### [What is being asked]
A verbatim repetition of the data below is requested, without images.

======== Records shown

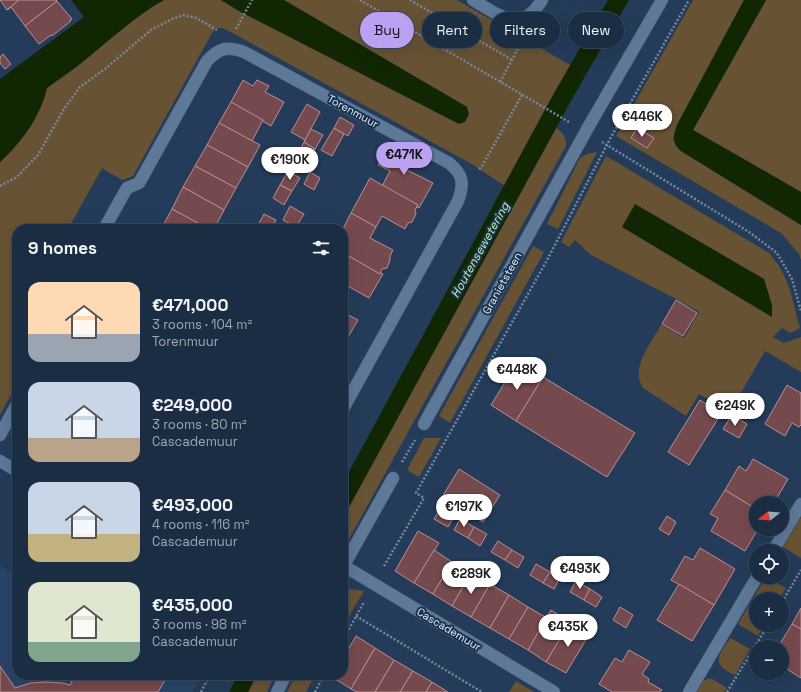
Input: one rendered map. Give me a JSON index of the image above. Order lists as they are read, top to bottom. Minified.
{"streets":{"street":["Torenmuur","Granietsteen","Cascademuur"]},"water":["Houtensewetering"],"north":"left","page":{"chip":["Buy","Rent","Filters","New"],"price":["€446K","€471K","€190K","€448K","€249K","€197K","€493K","€289K","€435K"],"heading":"9 homes","list":[{"name":"€471,000","note":"3 rooms · 104 m² · Torenmuur"},{"name":"€249,000","note":"3 rooms · 80 m² · Cascademuur"},{"name":"€493,000","note":"4 rooms · 116 m² · Cascademuur"},{"name":"€435,000","note":"3 rooms · 98 m² · Cascademuur"}],"map_buttons":["+","−"]}}
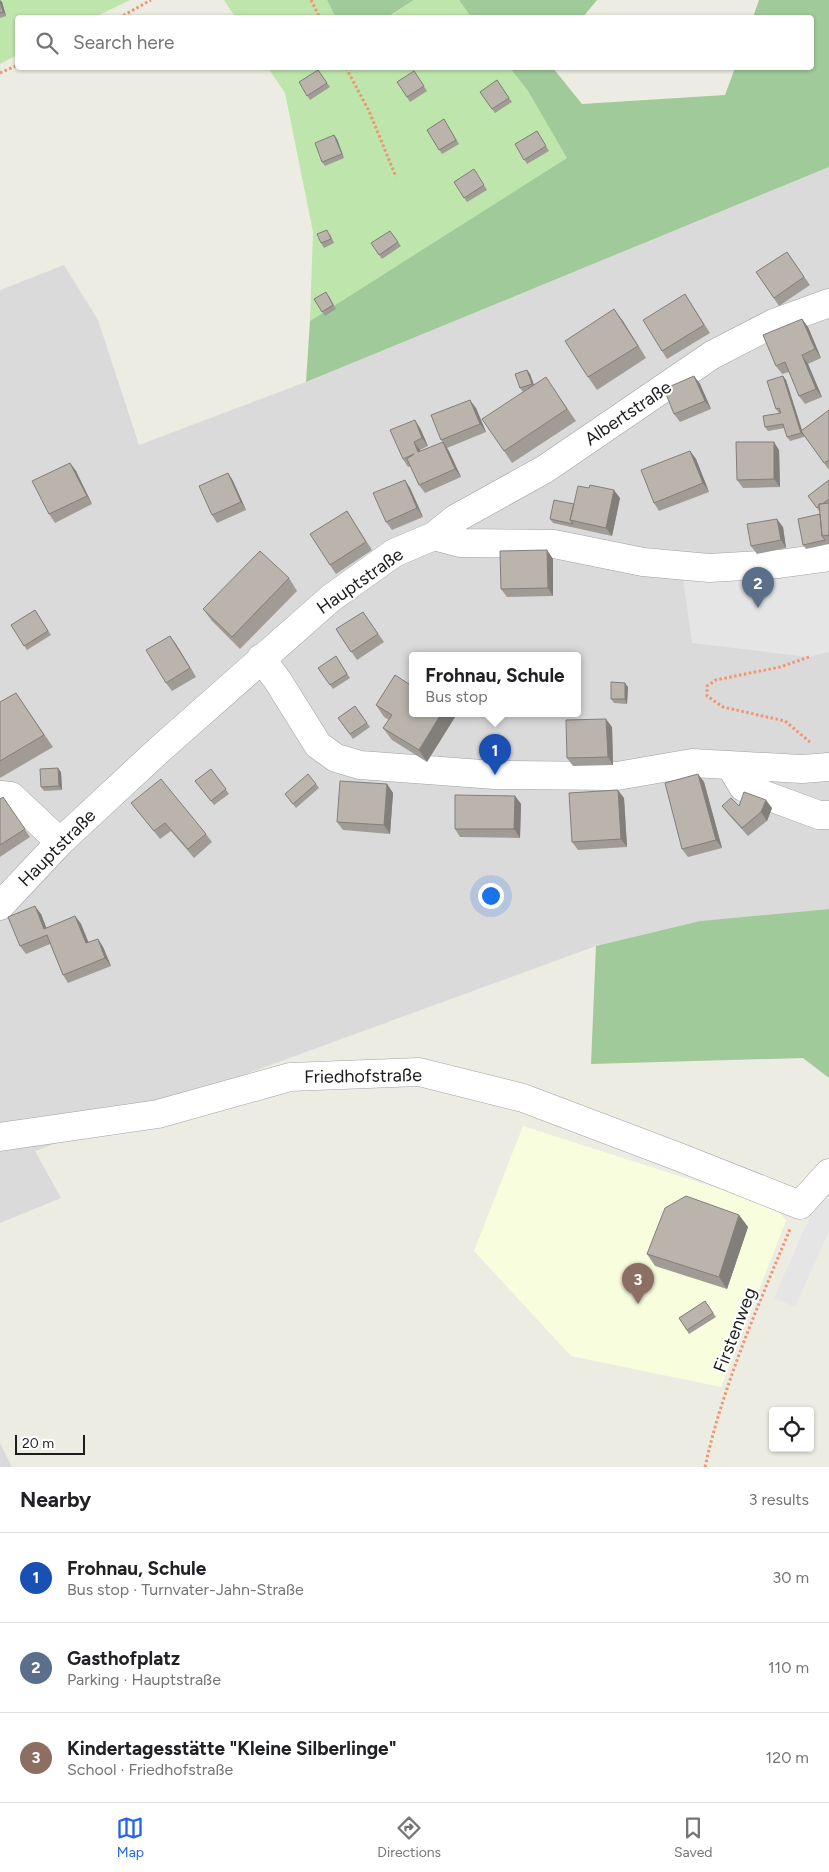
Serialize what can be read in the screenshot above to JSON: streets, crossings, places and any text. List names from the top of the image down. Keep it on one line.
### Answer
{"streets":{"street":["Albertstraße","Hauptstraße","Friedhofstraße"],"path":["Firstenweg"]},"crossings":[["Albertstraße","Hauptstraße"],["Friedhofstraße","Firstenweg"]],"scale_bar":"20 m","page":{"search":"Search here","pins":["2","1","3"],"popup":["Frohnau, Schule","Bus stop"],"scale":"20 m","heading":["Nearby","3 results"],"list":[{"mark":"1","name":"Frohnau, Schule","note":"Bus stop · Turnvater-Jahn-Straße","value":"30 m"},{"mark":"2","name":"Gasthofplatz","note":"Parking · Hauptstraße","value":"110 m"},{"mark":"3","name":"Kindertagesstätte \"Kleine Silberlinge\"","note":"School · Friedhofstraße","value":"120 m"}],"nav":["Map","Directions","Saved"]}}
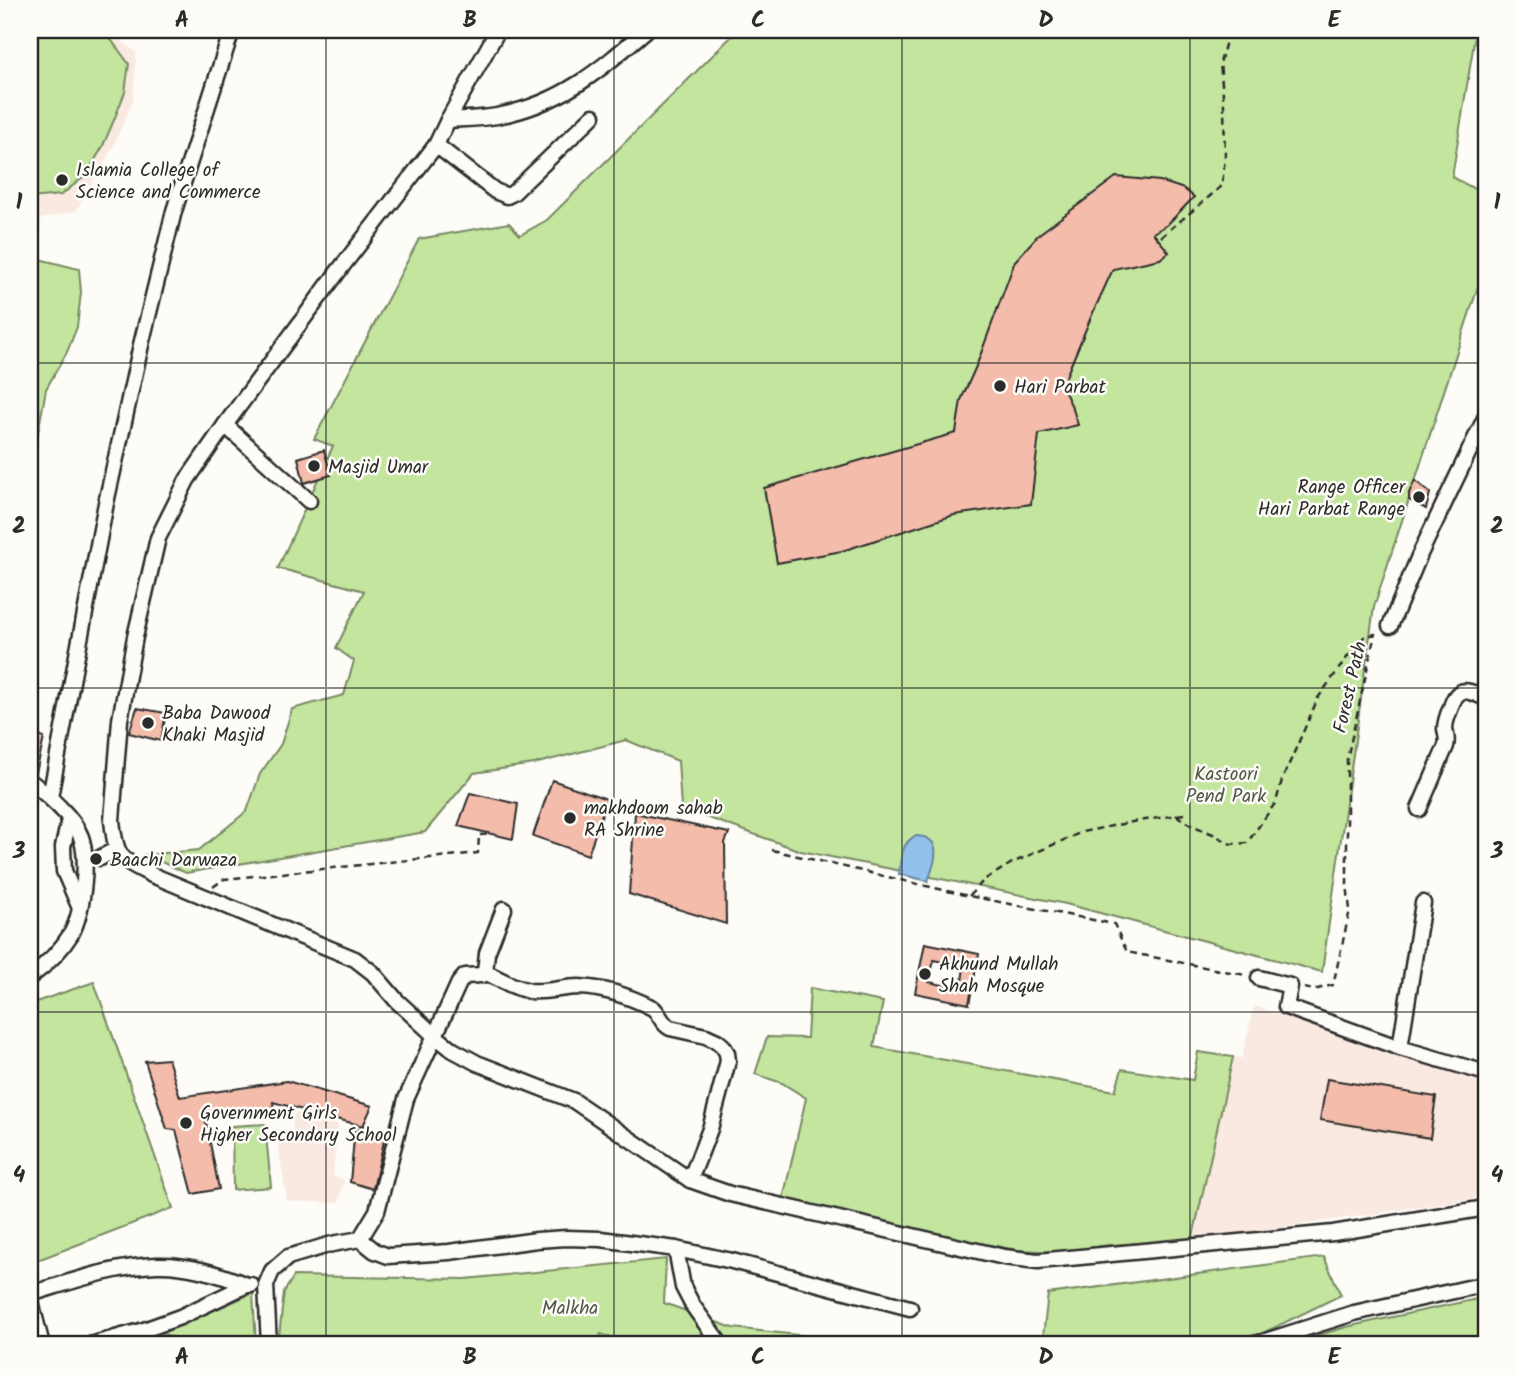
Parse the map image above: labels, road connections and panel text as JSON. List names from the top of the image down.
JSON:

================

### [Answer to this problem]
Input: one rendered map. Give me a JSON index of the image above. Order lists as they are read, top to bottom. Minified.
{"streets":{"street":["Torenmuur","Granietsteen","Cascademuur"]},"water":["Houtensewetering"],"north":"left","page":{"chip":["Buy","Rent","Filters","New"],"price":["€446K","€471K","€190K","€448K","€249K","€197K","€493K","€289K","€435K"],"heading":"9 homes","list":[{"name":"€471,000","note":"3 rooms · 104 m² · Torenmuur"},{"name":"€249,000","note":"3 rooms · 80 m² · Cascademuur"},{"name":"€493,000","note":"4 rooms · 116 m² · Cascademuur"},{"name":"€435,000","note":"3 rooms · 98 m² · Cascademuur"}],"map_buttons":["+","−"]}}
Serialize what can be read in the screenshot above to JSON: streets, crossings, places and any text. List names from the top of the image down. Keep it on one line.
### Answer
{"streets":{"street":["Albertstraße","Hauptstraße","Friedhofstraße"],"path":["Firstenweg"]},"crossings":[["Albertstraße","Hauptstraße"],["Friedhofstraße","Firstenweg"]],"scale_bar":"20 m","page":{"search":"Search here","pins":["2","1","3"],"popup":["Frohnau, Schule","Bus stop"],"scale":"20 m","heading":["Nearby","3 results"],"list":[{"mark":"1","name":"Frohnau, Schule","note":"Bus stop · Turnvater-Jahn-Straße","value":"30 m"},{"mark":"2","name":"Gasthofplatz","note":"Parking · Hauptstraße","value":"110 m"},{"mark":"3","name":"Kindertagesstätte \"Kleine Silberlinge\"","note":"School · Friedhofstraße","value":"120 m"}],"nav":["Map","Directions","Saved"]}}
Parse the map image above: labels, road connections and panel text as JSON. List names from the top of the image down.
JSON:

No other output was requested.